Remember Napster?
That was the service where you could download just about any song ever recorded for free.
Until, that is, the peer-to-peer service was sued by the recording industry for copyright infringement and was shut down on July 11, 2001 Lead plaintiffs in the lawsuit were the band Metallica and singer Roy Orbison’s widow, Barbara Orbison.
And why not? After all, it’s only right that artists, like anyone else, be compensated for their works. As essential as food is during the coronavirus quarantine, those truck drivers who deliver our food expect—and deserve—to be paid as do those who stock the shelves and the cashiers who check us out.
Health care is critical but the doctors and nurses still have to get paid.
And while not as crucial to our survival, book authors also deserve to be paid for their labor.
So why is it that the literary equivalent to Napster is allowed to pirate the works of authors so the rest of us can pass the time reading books for free while confined to our homes?
That is precisely what the so-called “NATIONAL EMERGENCY LIBRARY” is doing.
And that’s why the Authors Guild is fighting back—to protect the rights of authors who receive no royalties whenever their books are downloaded from the National Emergency Library, which describes itself as “a temporary collection of books that supports emergency remote teaching, research, independent scholarship, and intellectual stimulation while universities, schools, training centers, and libraries are closed.”
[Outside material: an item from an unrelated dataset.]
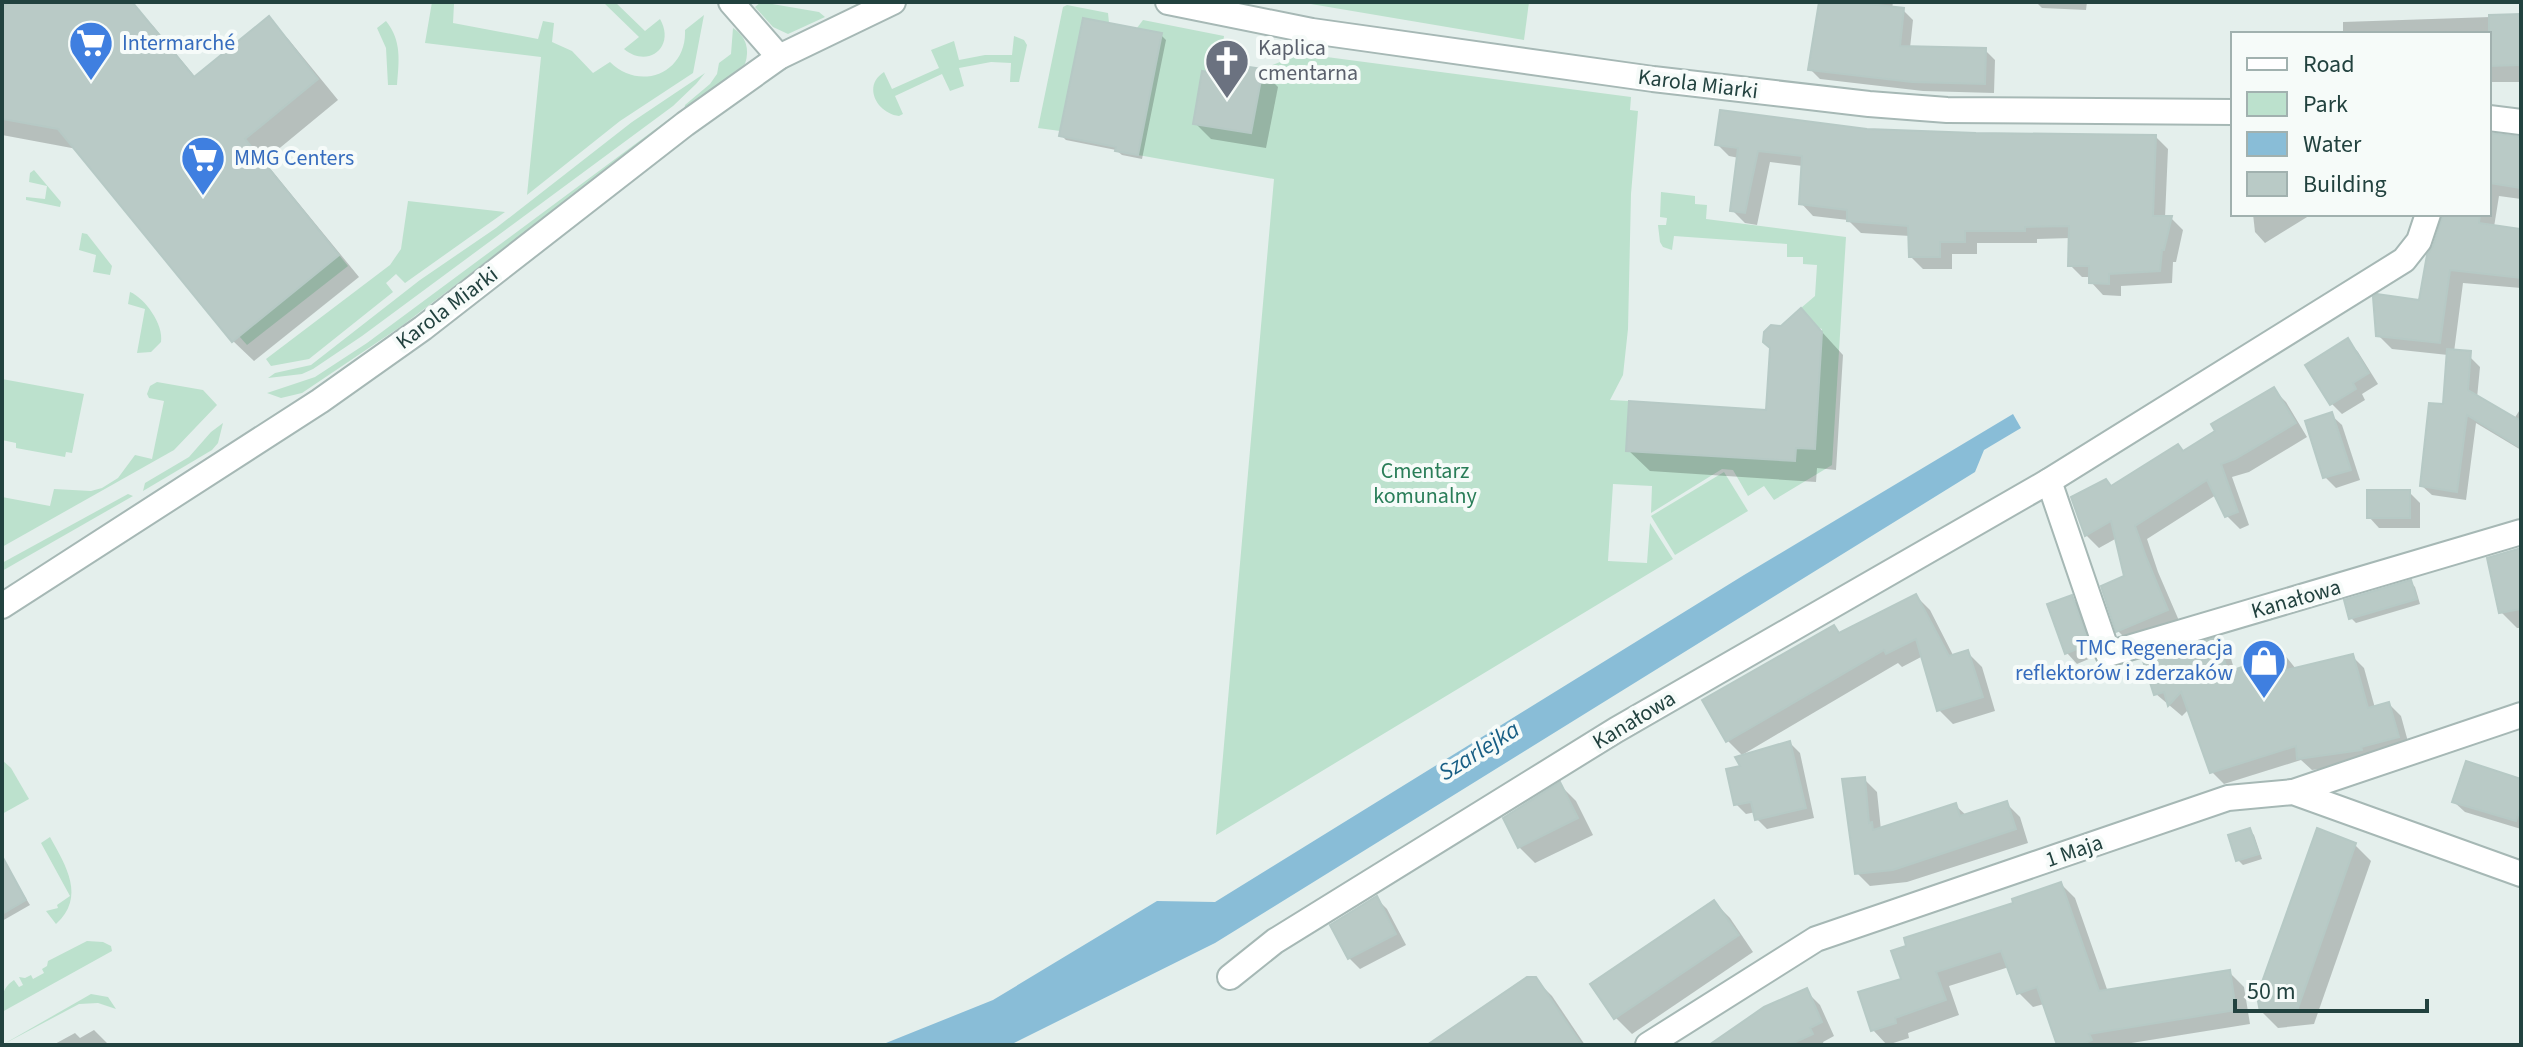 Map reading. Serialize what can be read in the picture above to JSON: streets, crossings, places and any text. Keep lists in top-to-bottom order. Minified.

Let’s be clear: Internet Archive’s so-called “National Emergency Library” is not a real library,” reads a LETTER from the Authors Guild to Brewster Kahle and the Internet Archive board of directors. “Real libraries license the electronic books they circulate, and authors receive payments from those licenses. Real libraries do not circulate unauthorized copies. Real libraries care about authors as much as they do about promoting knowledge and literacy.
“Let’s be even more clear: Internet Archive’s prior practice of providing access through Open Library to one reader at a time per copy is itself infringing of most in-copyright books—and illegal,” the letter said. “Now, by declaring a spurious ‘copyright emergency’ and making a massive trove of copyrighted books available for free without any restrictions, Internet Archive has demonstrated a shocking disrespect for the rule of law— the cornerstone of our civil, democratic society—at a time when we most need it to prevail. You cloak your illegal scanning and distribution of books behind the pretense of magnanimously giving people access to them. But giving away what is not yours is simply stealing, and there is nothing magnanimous about that. Authors and publishers—the rights owners who legally can give their books away—are already working to provide electronic access to books to libraries and the people who need them. We do not need Internet Archive to give our works away for us.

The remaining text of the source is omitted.